CAUE Martinique

Un regard sur le quartier Dillon

Bien loin de l’image actuelle que porte le quartier Dillon, ce dernier est un élément historique malheureusement peu connu de notre patrimoine martiniquais.
Mélody MOUTAMALLE, historienne-chercheuse et passionnée par la Culture et l’Histoire de notre île, a partagé avec nous ses recherches et nous a permis de découvrir Dillon autrement. Si le quartier que l’on connait actuellement date des années 1960, son histoire remonte au XVIIème siècle !

 

CAUE : D’où vient le nom Dillon ?

Mélody MOUTAMALLE : Le nom « Dillon » vient du Comte irlandais Arthur de Dillon qui fût marié en 1784 à Marie-Françoise-Laure de Girardin de Montgérald Levassor de la Touche de Longpré, une jeune veuve propriétaire d’une raffinerie de canne à sucre dont le domaine comprend, à l’époque, les quartiers aujourd’hui appelé Dillon, Valmenière, l’Ermitage, Renéville et Morne Calebasse.

 

CAUE : Comment une raffinerie de canne à sucre martiniquaise est devenue la propriété d’un irlandais ?
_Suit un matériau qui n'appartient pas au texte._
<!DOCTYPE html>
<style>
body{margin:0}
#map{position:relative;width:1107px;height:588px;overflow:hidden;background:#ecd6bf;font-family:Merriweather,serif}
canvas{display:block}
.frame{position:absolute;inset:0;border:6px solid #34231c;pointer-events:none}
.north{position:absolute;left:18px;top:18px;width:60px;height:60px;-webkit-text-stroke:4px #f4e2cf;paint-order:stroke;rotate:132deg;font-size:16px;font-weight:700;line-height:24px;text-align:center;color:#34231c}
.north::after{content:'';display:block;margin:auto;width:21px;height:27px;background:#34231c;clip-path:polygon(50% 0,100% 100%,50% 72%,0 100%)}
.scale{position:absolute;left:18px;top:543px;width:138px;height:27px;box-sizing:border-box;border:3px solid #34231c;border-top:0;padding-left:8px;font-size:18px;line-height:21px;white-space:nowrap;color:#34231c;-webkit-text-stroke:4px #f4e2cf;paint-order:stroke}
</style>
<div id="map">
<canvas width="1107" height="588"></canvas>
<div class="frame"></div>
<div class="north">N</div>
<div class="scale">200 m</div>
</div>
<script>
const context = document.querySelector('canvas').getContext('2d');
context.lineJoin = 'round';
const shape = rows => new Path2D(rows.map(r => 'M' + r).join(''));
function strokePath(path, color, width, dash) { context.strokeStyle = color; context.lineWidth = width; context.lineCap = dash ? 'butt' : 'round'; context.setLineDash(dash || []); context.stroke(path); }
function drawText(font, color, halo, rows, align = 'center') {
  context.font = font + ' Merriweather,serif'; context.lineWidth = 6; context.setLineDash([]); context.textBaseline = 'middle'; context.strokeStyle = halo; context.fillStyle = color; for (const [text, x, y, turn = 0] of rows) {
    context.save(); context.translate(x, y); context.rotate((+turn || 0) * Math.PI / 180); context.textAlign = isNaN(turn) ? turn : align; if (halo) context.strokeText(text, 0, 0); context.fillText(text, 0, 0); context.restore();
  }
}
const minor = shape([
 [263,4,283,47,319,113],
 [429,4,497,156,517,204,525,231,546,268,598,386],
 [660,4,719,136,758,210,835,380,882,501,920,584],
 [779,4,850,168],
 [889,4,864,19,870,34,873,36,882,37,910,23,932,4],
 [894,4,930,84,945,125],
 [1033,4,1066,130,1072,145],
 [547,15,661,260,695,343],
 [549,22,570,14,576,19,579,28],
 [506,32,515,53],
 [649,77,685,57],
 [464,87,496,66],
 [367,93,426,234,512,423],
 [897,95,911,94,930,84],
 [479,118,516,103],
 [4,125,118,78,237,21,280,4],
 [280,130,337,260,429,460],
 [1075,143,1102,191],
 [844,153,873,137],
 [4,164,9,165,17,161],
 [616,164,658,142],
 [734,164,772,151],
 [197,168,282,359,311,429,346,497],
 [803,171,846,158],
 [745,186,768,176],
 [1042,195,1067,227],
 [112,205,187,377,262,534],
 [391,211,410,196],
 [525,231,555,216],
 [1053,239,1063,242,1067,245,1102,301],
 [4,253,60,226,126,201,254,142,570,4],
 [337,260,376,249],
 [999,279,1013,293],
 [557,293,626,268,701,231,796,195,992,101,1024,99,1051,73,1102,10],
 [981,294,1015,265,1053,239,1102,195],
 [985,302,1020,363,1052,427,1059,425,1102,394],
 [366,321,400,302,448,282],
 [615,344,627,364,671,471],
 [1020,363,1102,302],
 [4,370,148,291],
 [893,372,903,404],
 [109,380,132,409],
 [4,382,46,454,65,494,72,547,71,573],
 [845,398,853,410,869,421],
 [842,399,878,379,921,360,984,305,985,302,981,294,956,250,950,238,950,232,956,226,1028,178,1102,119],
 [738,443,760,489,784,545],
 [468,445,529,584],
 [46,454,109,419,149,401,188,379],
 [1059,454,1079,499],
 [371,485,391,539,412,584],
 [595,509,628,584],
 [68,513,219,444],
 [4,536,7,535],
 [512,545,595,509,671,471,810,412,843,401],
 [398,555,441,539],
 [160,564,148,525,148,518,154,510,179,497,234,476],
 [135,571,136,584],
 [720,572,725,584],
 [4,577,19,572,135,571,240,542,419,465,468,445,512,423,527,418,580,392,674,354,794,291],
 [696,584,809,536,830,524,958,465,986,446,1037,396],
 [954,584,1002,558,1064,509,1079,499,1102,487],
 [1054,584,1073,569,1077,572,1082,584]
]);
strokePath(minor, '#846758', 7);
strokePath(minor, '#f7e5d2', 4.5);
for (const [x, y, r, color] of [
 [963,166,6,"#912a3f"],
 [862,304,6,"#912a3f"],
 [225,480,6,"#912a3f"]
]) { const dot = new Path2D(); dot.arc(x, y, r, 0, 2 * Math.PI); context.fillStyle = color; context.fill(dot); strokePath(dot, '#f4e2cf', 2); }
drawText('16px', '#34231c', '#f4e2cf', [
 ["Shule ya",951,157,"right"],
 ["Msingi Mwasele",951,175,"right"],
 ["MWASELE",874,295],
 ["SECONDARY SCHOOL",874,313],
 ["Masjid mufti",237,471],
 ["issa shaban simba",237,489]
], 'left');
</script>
MM : Marie Françoise Laure de Girardin de Montgérald est l’arrière petite fille du fondateur de l’habitation-sucrerie « Girardin » (La raffinerie fût créée en 1690 environ – période d’arrivée du Père Labat aux Antilles). Le grand-père de Marie Françoise Laure fera construire le château de Montgérald (bâtiment pour lequel nous n’avons que peu de données.)
A la même époque de création de l’habitation, en Angleterre, la famille Dillon, à la tête d’un régiment militaire perd la guerre au côté du roi catholique Jacques II d’Angleterre en 1690, doit s’exiler en France et prêter serment au roi de l’époque. Cette allégeance conduira Arthur, le fils, à partir, en 1772, avec son régiment conquérir Trinidad et Tobago dans le cadre de la guerre d’indépendance des Etats-Unis d’Amérique. Il rencontrera Marie Françoise Laure la même année, lors d’une escale en Martinique, fin 1779. Marie Françoise Laure, veuve d’Alexandre Levassor de Latouche de Longpré épouse Arthur Dillon devenu le comte Dillon en 1784. Le quartier Dillon vient à la fois du nom du Comte et du fait que la zone avait été affectée aux logements de militaires d’où le terme « quartier ». Arthur Dillon lors d’un voyage en France en 1789 sera décapité sous le régime de la Terreur.

CAUE : Que devient l’habitation après la mort d’Arthur Dillon ?

MM : La fille du Comte et de Marie Françoise Laure : Fanny, qui a suivi sa mère en Angleterre puis en France, sous Napoléon 1er s’occupe peu de ses possessions martiniquaises et laisse à sa mort en 1836, d’importantes dettes à son mari, le Général Bertrand dont celle de l’habitation désormais appelée « L’habitation Dillon ». Suite au principe de l’Exclusif (régime sous lequel étaient placés tous les échanges commerciaux entre les colonies et la France au XVIème et XVIIème siècle), la canne à sucre est moins rentable qu’avant, ce qui engendre la crise sucrière de 1860. L’habitation est successivement revendue de 1856 à 1928, avec des phases d’arrêts de la production. Le cyclone de 1891, qui dévaste la Martinique, anéantit l’habitation et endommage lourdement la distillerie. Cette dernière ne sera remise en état qu’en 1900 par les héritiers de la famille Domergue qui a acheté la distillerie en 1869.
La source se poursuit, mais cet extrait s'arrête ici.